This function performs the solve phase of the solution of a sparse triangular linear system:

\(\text{op}(A) \ast \text{op(X)} = \alpha \ast \text{op(B)}\)

A is an (mb*blockDim)x(mb*blockDim) sparse matrix that is defined in BSR storage format by the three arrays bsrValA, bsrRowPtrA, and bsrColIndA); B and X are the right-hand-side and the solution matrices; \(\alpha\) is a scalar, and

\(\text{op}(A) == \text{CUSPARSE_OPERATION_NON_TRANSPOSE}\)

and

\(\text{op}(X) = \begin{cases} X & \text{if transX == CUSPARSE_OPERATION_NON_TRANSPOSE} \\ X^{T} & \text{if transX == CUSPARSE_OPERATION_TRANSPOSE} \\ X^{H} & \text{not supported} \\ \end{cases}\)

Only op(A)=A is supported.

op(B) and op(X) must be performed in the same way. In other words, if op(B)=B, op(X)=X.

The block of BSR format is of size blockDim*blockDim, stored as column-major or row-major as determined by parameter dirA, which is either CUSPARSE_DIRECTION_ROW or CUSPARSE_DIRECTION_COLUMN. The matrix type must be CUSPARSE_MATRIX_TYPE_GENERAL, and the fill mode and diagonal type are ignored.
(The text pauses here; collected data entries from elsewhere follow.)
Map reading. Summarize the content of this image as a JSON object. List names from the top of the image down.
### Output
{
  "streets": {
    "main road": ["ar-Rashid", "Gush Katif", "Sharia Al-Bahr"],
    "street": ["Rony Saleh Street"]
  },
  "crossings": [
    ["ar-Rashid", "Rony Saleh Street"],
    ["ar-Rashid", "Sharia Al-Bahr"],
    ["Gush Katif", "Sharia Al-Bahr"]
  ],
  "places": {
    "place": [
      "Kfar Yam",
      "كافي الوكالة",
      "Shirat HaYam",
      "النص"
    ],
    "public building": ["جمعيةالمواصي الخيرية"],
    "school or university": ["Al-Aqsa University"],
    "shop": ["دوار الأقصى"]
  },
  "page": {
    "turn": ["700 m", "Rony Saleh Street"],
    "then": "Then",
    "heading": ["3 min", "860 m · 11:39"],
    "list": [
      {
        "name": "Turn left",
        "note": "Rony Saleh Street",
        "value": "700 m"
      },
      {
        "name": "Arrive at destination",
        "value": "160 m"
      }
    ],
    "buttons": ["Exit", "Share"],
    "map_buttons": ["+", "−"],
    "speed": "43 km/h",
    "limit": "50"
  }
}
Function bsrsm02_solve() can support an arbitrary blockDim.

This function may be executed multiple times for a given matrix and a particular operation type.

This function requires the buffer size returned by bsrsm2_bufferSize(). The address of pBuffer must be multiple of 128 bytes. If it is not, CUSPARSE_STATUS_INVALID_VALUE is returned.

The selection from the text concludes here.